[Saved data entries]
= = = = =

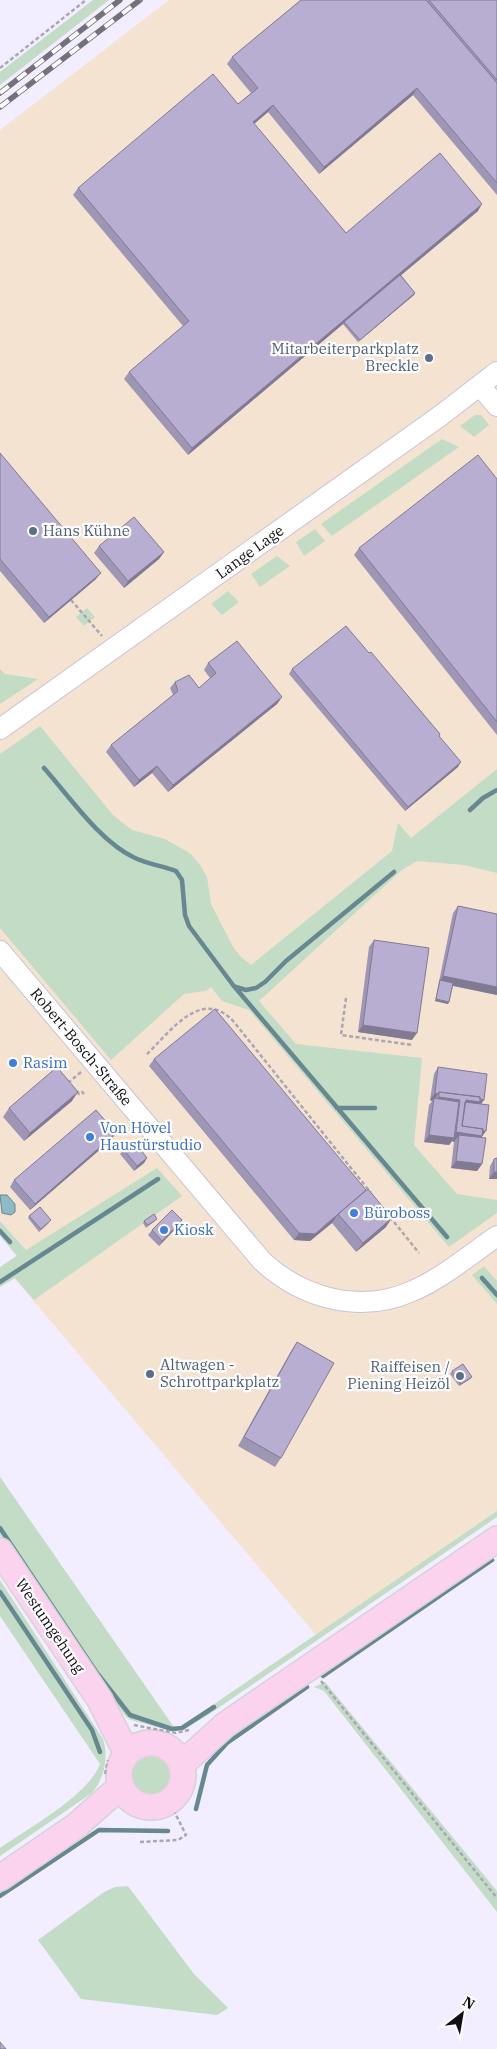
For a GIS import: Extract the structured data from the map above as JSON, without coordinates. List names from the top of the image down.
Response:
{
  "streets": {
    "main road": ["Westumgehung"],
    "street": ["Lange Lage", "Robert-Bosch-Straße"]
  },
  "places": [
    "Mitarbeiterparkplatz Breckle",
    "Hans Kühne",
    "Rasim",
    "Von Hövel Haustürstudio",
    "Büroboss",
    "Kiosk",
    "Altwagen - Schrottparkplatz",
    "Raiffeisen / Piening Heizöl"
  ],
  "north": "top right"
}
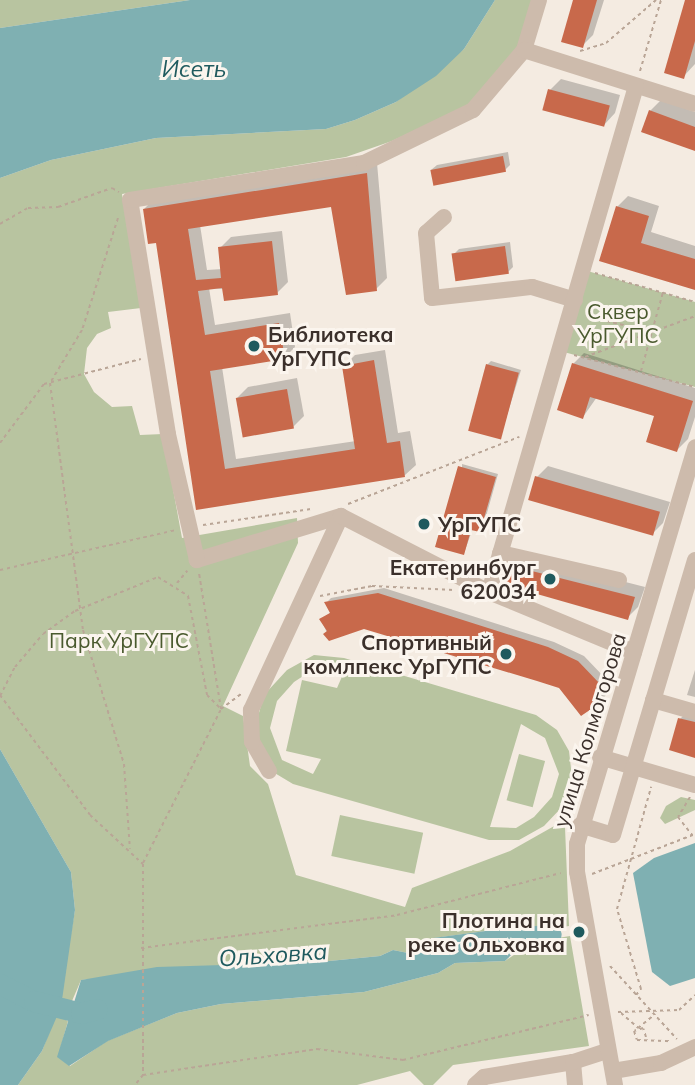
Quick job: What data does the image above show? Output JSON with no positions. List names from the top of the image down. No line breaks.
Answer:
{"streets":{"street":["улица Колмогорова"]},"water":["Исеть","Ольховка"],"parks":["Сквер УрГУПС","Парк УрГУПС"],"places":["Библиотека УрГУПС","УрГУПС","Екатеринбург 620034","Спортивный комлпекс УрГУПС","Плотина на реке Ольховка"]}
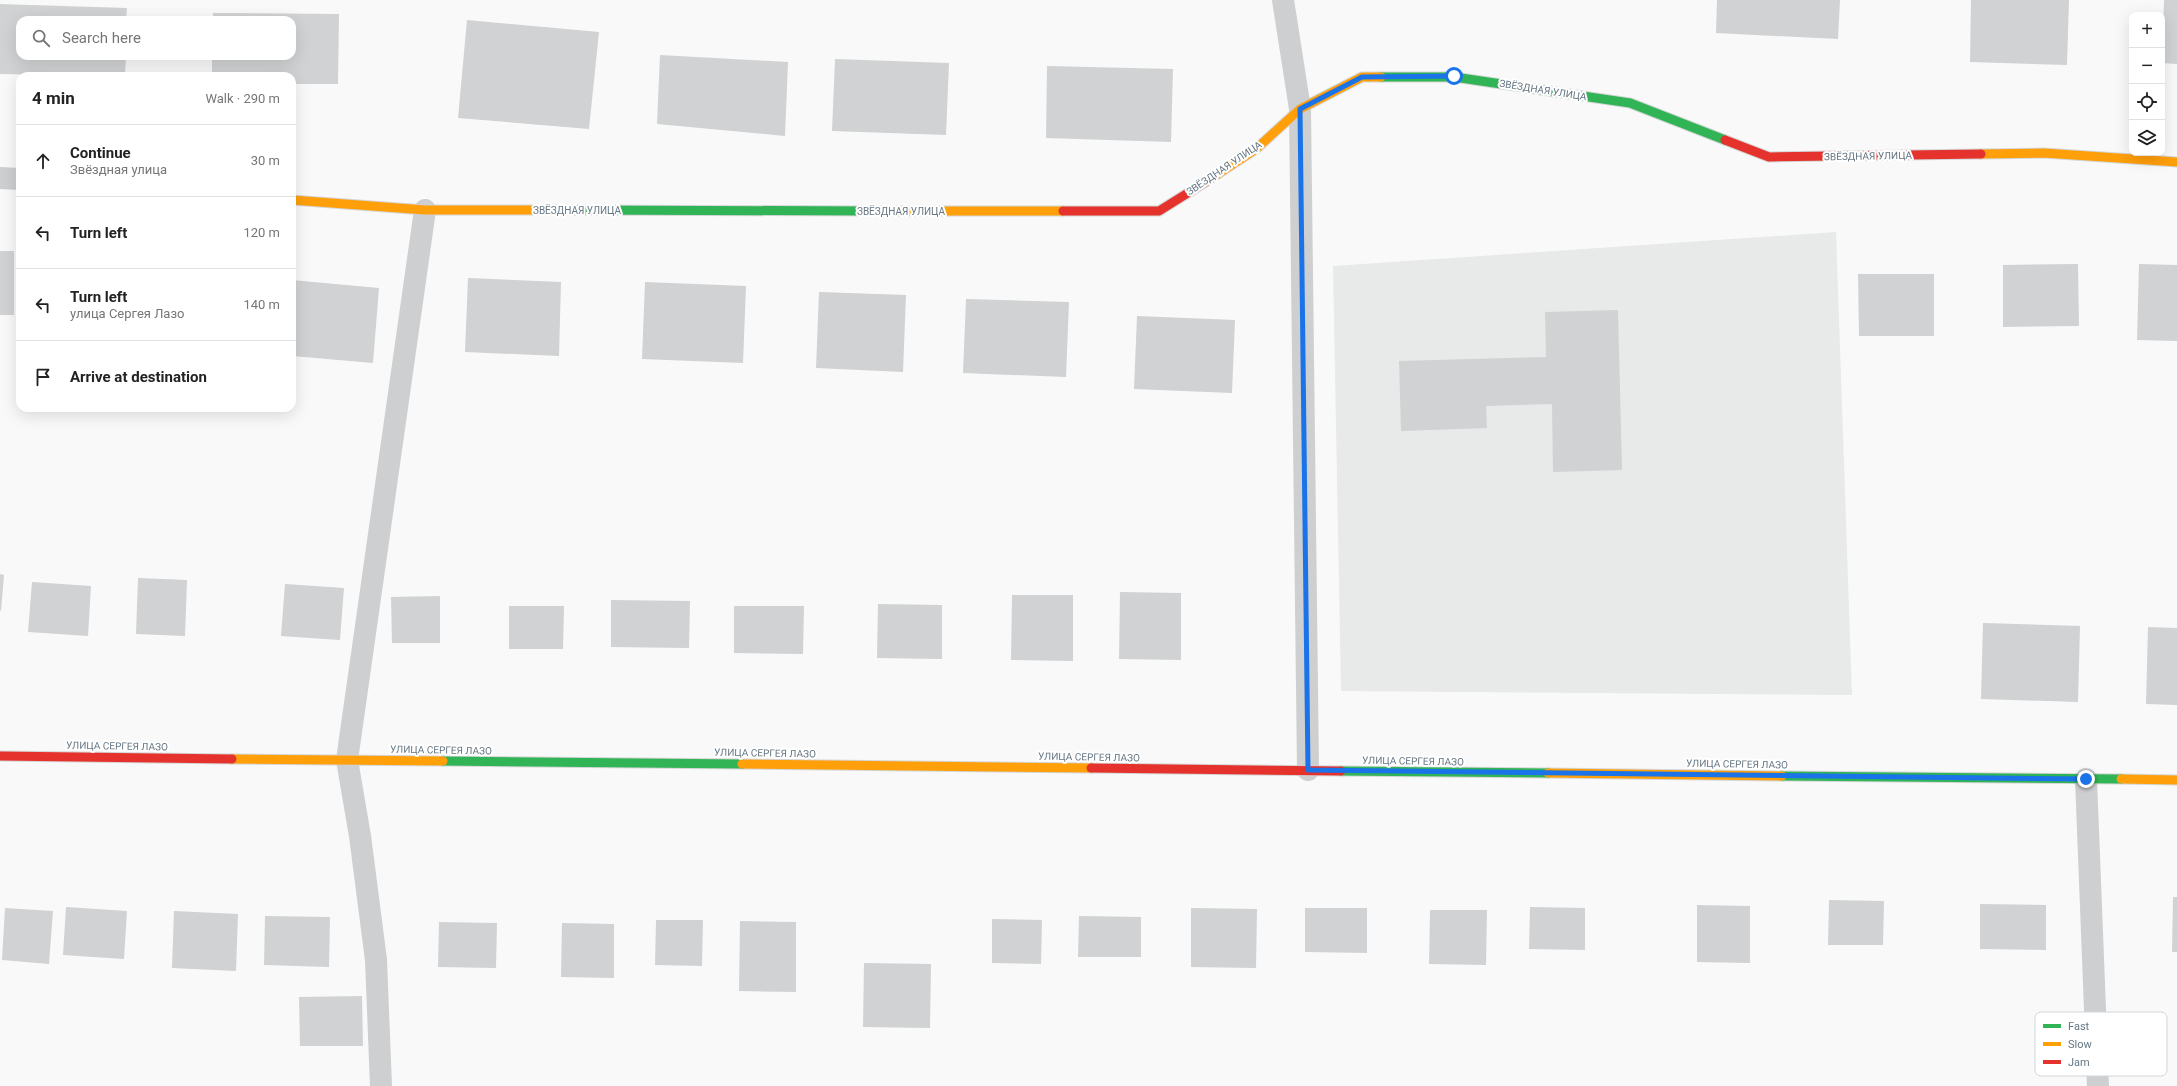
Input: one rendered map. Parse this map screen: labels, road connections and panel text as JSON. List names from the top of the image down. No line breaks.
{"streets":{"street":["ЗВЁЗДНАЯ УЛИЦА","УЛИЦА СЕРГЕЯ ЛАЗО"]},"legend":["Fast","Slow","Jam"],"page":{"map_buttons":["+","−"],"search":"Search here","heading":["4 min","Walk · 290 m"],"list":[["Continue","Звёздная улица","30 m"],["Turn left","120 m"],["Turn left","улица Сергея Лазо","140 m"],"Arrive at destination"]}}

= = = = =

**What you need to do:** Transcribe the records above exactly, without images.

**Answer space:**
For a GIS import: Extract the structured data from the map above as JSON, without coordinates. List names from the top of the image down.
Response:
{
  "streets": {
    "main road": ["Westumgehung"],
    "street": ["Lange Lage", "Robert-Bosch-Straße"]
  },
  "places": [
    "Mitarbeiterparkplatz Breckle",
    "Hans Kühne",
    "Rasim",
    "Von Hövel Haustürstudio",
    "Büroboss",
    "Kiosk",
    "Altwagen - Schrottparkplatz",
    "Raiffeisen / Piening Heizöl"
  ],
  "north": "top right"
}
Quick job: What data does the image above show? Output JSON with no positions. List names from the top of the image down. No line breaks.
Answer:
{"streets":{"street":["улица Колмогорова"]},"water":["Исеть","Ольховка"],"parks":["Сквер УрГУПС","Парк УрГУПС"],"places":["Библиотека УрГУПС","УрГУПС","Екатеринбург 620034","Спортивный комлпекс УрГУПС","Плотина на реке Ольховка"]}
Input: one rendered map. Parse this map screen: labels, road connections and panel text as JSON. List names from the top of the image down. No line breaks.
{"streets":{"street":["ЗВЁЗДНАЯ УЛИЦА","УЛИЦА СЕРГЕЯ ЛАЗО"]},"legend":["Fast","Slow","Jam"],"page":{"map_buttons":["+","−"],"search":"Search here","heading":["4 min","Walk · 290 m"],"list":[["Continue","Звёздная улица","30 m"],["Turn left","120 m"],["Turn left","улица Сергея Лазо","140 m"],"Arrive at destination"]}}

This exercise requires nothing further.